• _Work to be completed_: Please transcribe the listing below in full and word for word, without its pictures.

• _Task input_:

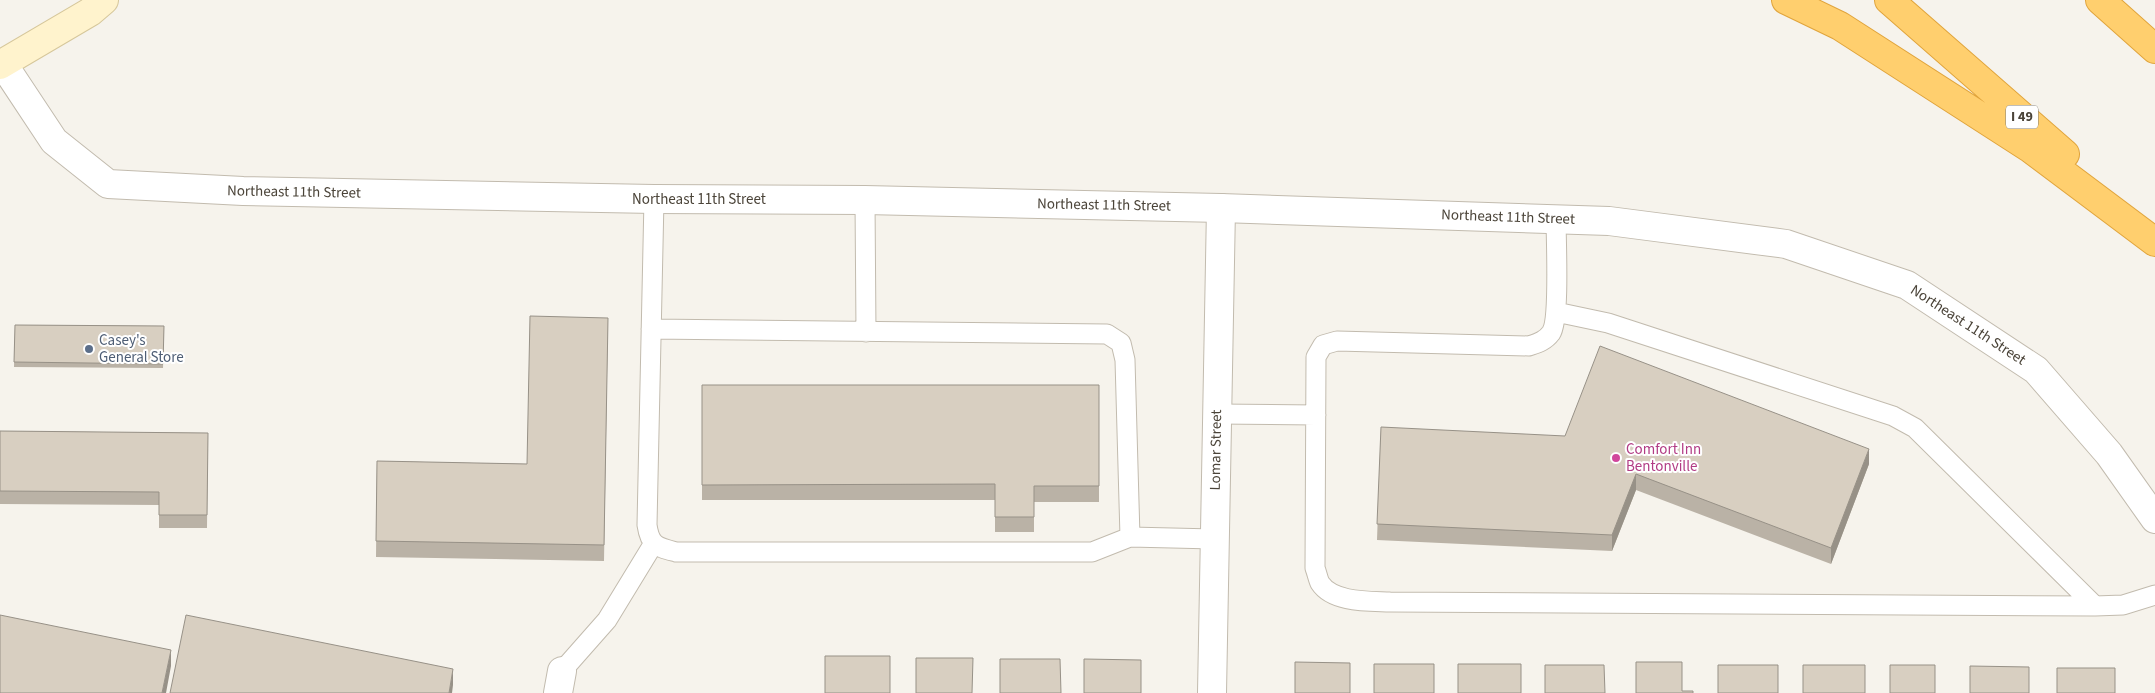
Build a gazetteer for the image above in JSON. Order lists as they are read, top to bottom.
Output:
{
  "streets": {
    "highway": ["I 49"],
    "street": ["Northeast 11th Street", "Lomar Street"]
  },
  "crossings": [
    ["Northeast 11th Street", "Lomar Street"]
  ],
  "places": ["Casey's General Store", "Comfort Inn Bentonville"]
}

• _Output_:
Build a gazetteer for the image above in JSON. Order lists as they are read, top to bottom.
Output:
{
  "streets": {
    "highway": ["I 49"],
    "street": ["Northeast 11th Street", "Lomar Street"]
  },
  "crossings": [
    ["Northeast 11th Street", "Lomar Street"]
  ],
  "places": ["Casey's General Store", "Comfort Inn Bentonville"]
}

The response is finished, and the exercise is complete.